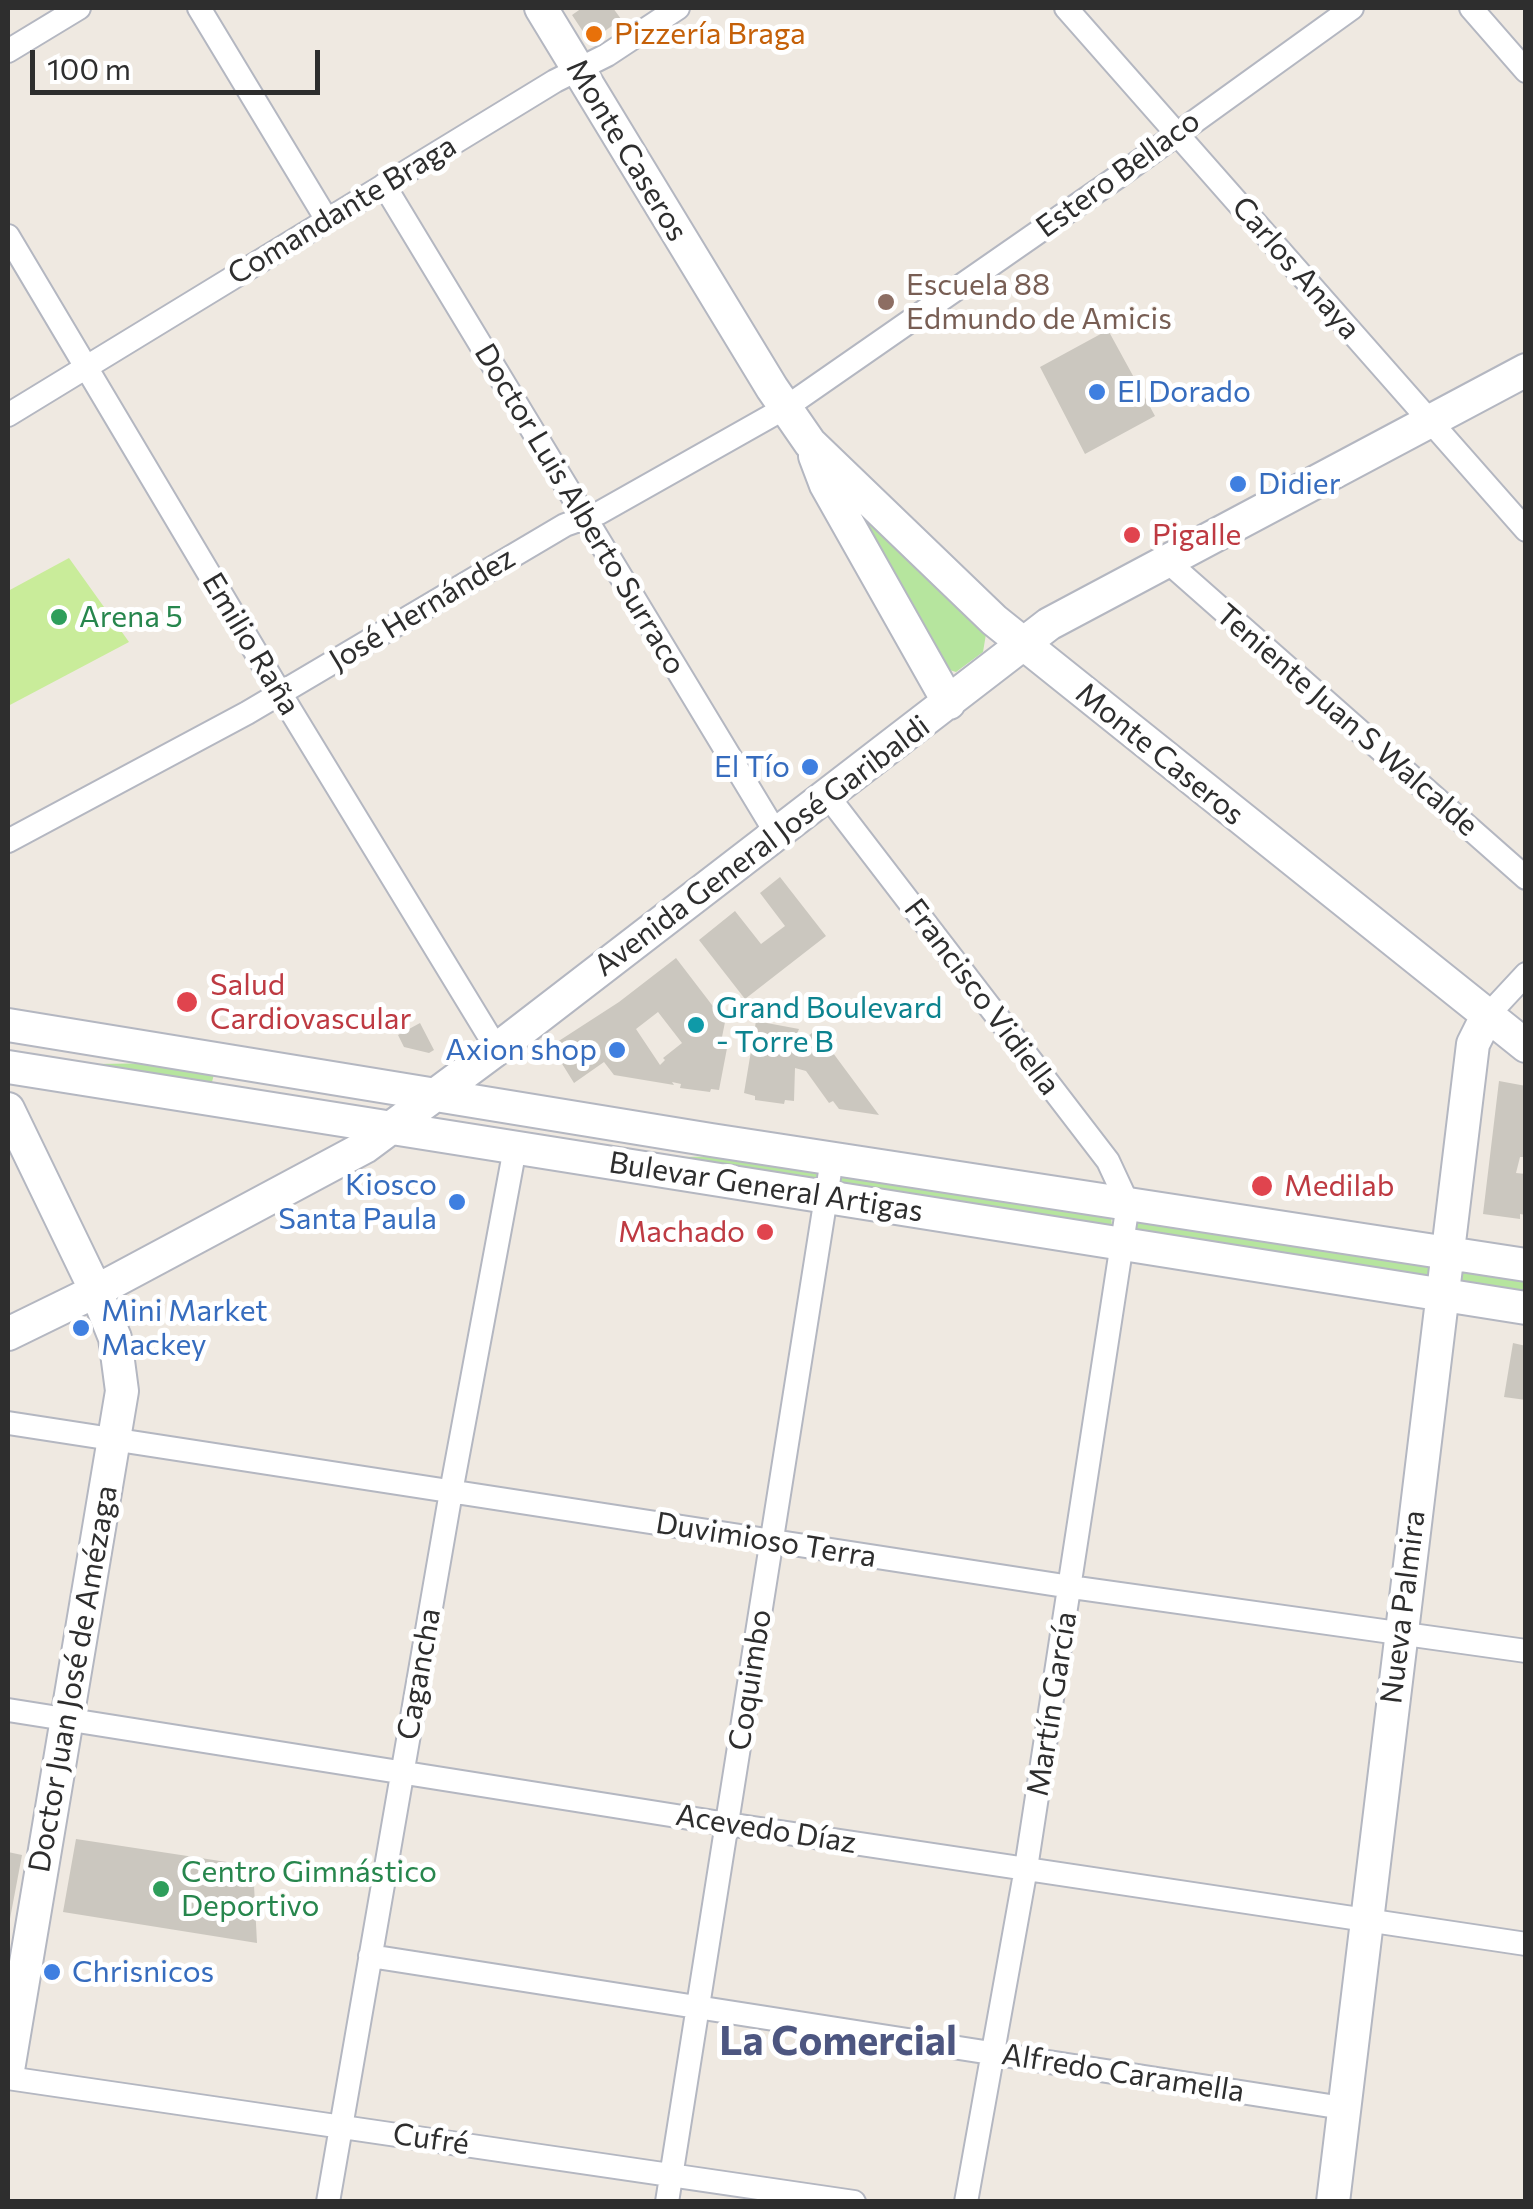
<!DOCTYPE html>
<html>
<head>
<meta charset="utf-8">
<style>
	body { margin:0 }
	#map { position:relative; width:1533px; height:2209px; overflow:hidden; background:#efe9e1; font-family:Commissioner,sans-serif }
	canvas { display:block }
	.frame { position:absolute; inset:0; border:10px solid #2e2e2e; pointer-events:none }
	.scale { position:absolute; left:30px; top:50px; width:290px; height:45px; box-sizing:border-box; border:5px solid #2e2e2e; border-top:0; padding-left:12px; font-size:30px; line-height:35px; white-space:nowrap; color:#2e2e2e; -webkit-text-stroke:8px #fff; paint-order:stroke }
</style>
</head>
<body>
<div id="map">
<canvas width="1533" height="2209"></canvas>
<div class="frame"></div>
<div class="scale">100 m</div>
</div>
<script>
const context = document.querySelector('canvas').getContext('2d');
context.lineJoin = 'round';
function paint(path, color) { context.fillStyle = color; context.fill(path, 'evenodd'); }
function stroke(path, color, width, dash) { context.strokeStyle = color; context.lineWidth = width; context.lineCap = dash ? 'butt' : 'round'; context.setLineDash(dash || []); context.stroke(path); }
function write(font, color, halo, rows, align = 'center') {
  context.font = font + ' Commissioner,sans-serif'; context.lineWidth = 10; context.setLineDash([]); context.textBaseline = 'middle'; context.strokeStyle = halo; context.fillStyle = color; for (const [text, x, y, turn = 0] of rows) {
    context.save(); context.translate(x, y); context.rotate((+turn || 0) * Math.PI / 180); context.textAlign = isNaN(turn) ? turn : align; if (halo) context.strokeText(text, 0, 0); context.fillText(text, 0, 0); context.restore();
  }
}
const green = new Path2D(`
	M849 499 986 634 983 652 956 672 943 668Z
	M26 1054 96 1064 164 1063 214 1074 211 1086Z
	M577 1143 680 1157 744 1156 815 1170 817 1175 814 1182Z
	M844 1174 1111 1215 1112 1227 841 1186 840 1177Z
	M1139 1219 1429 1263 1430 1277 1135 1233 1134 1224Z
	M1458 1269 1525 1278V1296L1463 1287 1455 1273Z`);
const pitch = new Path2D(`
	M69 558 129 642 8 706V591Z`);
const building = new Path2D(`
	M582 8H613L621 19 597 37 586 36 572 15Z
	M1108 330 1155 416 1085 454 1040 367Z
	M780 877 826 936 745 999 699 940 735 911 761 944 785 926 760 893Z
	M676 958 725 1022 721 1042 728 1043 719 1090 711 1089 710 1092 680 1088 681 1084 672 1082 674 1085 614 1075 604 1062 574 1083 551 1046 619 1002ZM658 1012 682 1043 663 1058 665 1060 660 1065 636 1029Z
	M756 1021 799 1029 797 1034 808 1036 816 1030 879 1115 839 1109 833 1101 829 1103 806 1071 795 1068 794 1101 785 1100 784 1104 755 1100V1096L744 1093Z
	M420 1023 434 1050 429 1053 404 1047 398 1035Z
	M1499 1081 1526 1086V1157H1520L1516 1173 1526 1174V1215L1520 1214V1219L1483 1214Z
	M1513 1343 1526 1346V1400L1504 1397Z
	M76 1839 253 1866 257 1943 63 1912Z
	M8 1852 22 1855 9 1924H8Z`);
const street = new Path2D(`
	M199 8 327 220
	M1066 8 1526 530
	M1471 8 1526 71
	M8 51 79 8
	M384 185 776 833
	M8 236 280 693 497 1049
	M8 415 555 81 607 55 678 8
	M1168 562 1526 878
	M827 795 1108 1161 1128 1204 1026 1868 966 2202
	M8 841 247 713 565 525 599 513 785 408 1119 176 1352 8
	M1487 1016 1526 974
	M8 1423 1071 1587 1526 1651
	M8 1710 727 1824 1526 1944
	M370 1956 1343 2108
	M8 2078 854 2202
	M328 2202 451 1492 515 1148
	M667 2202 832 1159`);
const secondary = new Path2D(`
	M541 8 772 388 810 443 994 620 1526 1046
	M815 456 826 485 949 703
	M8 1025 711 1140 1526 1265
	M8 1067 1526 1308
	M8 1109 96 1291 115 1338 122 1391 8 2070
	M8 1334 96 1291 365 1147 497 1049 1049 624 1526 370
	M1333 2202 1473 1044 1487 1016`);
const markers = [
	[594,34,10,"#e8710a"],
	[886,302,10,"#8d6e63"],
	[1097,392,10,"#3f7fe0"],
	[1238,484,10,"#3f7fe0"],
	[1132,535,10,"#e0444e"],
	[59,617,10,"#2e9e5b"],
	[810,767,10,"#3f7fe0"],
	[187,1002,12,"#e0444e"],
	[696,1025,10,"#0f9aa8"],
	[617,1050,10,"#3f7fe0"],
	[1262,1186,12,"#e0444e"],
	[457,1202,10,"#3f7fe0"],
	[765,1232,10,"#e0444e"],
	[81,1328,10,"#3f7fe0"],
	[161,1889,10,"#2e9e5b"],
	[52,1972,10,"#3f7fe0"]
];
const foodNames = [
	["Pizzería Braga",614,34]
];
const streetNames = [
	["Monte Caseros",627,150,59],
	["Estero Bellaco",1118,174,-36],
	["Comandante Braga",342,210,-31],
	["Carlos Anaya",1296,268,49],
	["Doctor Luis Alberto Surraco",580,509,59],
	["José Hernández",422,609,-31],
	["Emilio Raña",251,644,59],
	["Teniente Juan S Walcalde",1347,720,41],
	["Monte Caseros",1160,754,39],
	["Avenida General José Garibaldi",762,846,-37],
	["Francisco Vidiella",982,997,53],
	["Bulevar General Artigas",766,1187,9],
	["Duvimioso Terra",766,1540,9],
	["Nueva Palmira",1403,1607,-83],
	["Cagancha",419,1674,-80],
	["Doctor Juan José de Amézaga",73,1679,-80],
	["Coquimbo",750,1680,-81],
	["Martín García",1052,1704,-81],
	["Acevedo Díaz",766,1829,9],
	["Alfredo Caramella",1123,2073,9],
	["Cufré",431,2139,8]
];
const educationNames = [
	["Escuela 88",906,285],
	["Edmundo de Amicis",906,319]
];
const shopNames = [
	["El Dorado",1117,392],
	["Didier",1258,484],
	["El Tío",790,767,"right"],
	["Axion shop",597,1050,"right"],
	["Kiosco",437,1185,"right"],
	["Santa Paula",437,1219,"right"],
	["Mini Market",101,1311],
	["Mackey",101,1345],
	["Chrisnicos",72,1972]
];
const healthNames = [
	["Pigalle",1152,535],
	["Salud",210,985],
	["Cardiovascular",210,1019],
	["Medilab",1284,1186],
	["Machado",745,1232,"right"]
];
const leisureNames = [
	["Arena 5",79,617],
	["Centro Gimnástico",181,1872],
	["Deportivo",181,1906]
];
const cultureNames = [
	["Grand Boulevard",716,1008],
	["- Torre B",716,1042]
];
const districtNames = [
	["La Comercial",838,2042]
];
paint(green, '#b6e59e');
paint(pitch, '#c9ec9a');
paint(building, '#cbc7bf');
stroke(street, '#b4b7c1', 26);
stroke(secondary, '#b4b7c1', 36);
stroke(street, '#fff', 22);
stroke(secondary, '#fff', 32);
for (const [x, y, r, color] of markers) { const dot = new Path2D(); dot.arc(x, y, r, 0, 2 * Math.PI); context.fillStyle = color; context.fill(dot); stroke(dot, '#fff', 4); }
write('30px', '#c56008', '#fff', foodNames, 'left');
write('30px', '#2e2e2e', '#fff', streetNames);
write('30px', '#785e54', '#fff', educationNames, 'left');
write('30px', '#366cbe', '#fff', shopNames, 'left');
write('30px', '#be3a42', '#fff', healthNames, 'left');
write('30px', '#27864d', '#fff', leisureNames, 'left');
write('30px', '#0d838f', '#fff', cultureNames, 'left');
write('bold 40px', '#4d5680', '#fff', districtNames);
</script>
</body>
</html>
---
Sift through the material above and copy the lines that contain the word "rows".

OUTPUT OF THE TASK:
function write(font, color, halo, rows, align = 'center') {
  context.font = font + ' Commissioner,sans-serif'; context.lineWidth = 10; context.setLineDash([]); context.textBaseline = 'middle'; context.strokeStyle = halo; context.fillStyle = color; for (const [text, x, y, turn = 0] of rows) {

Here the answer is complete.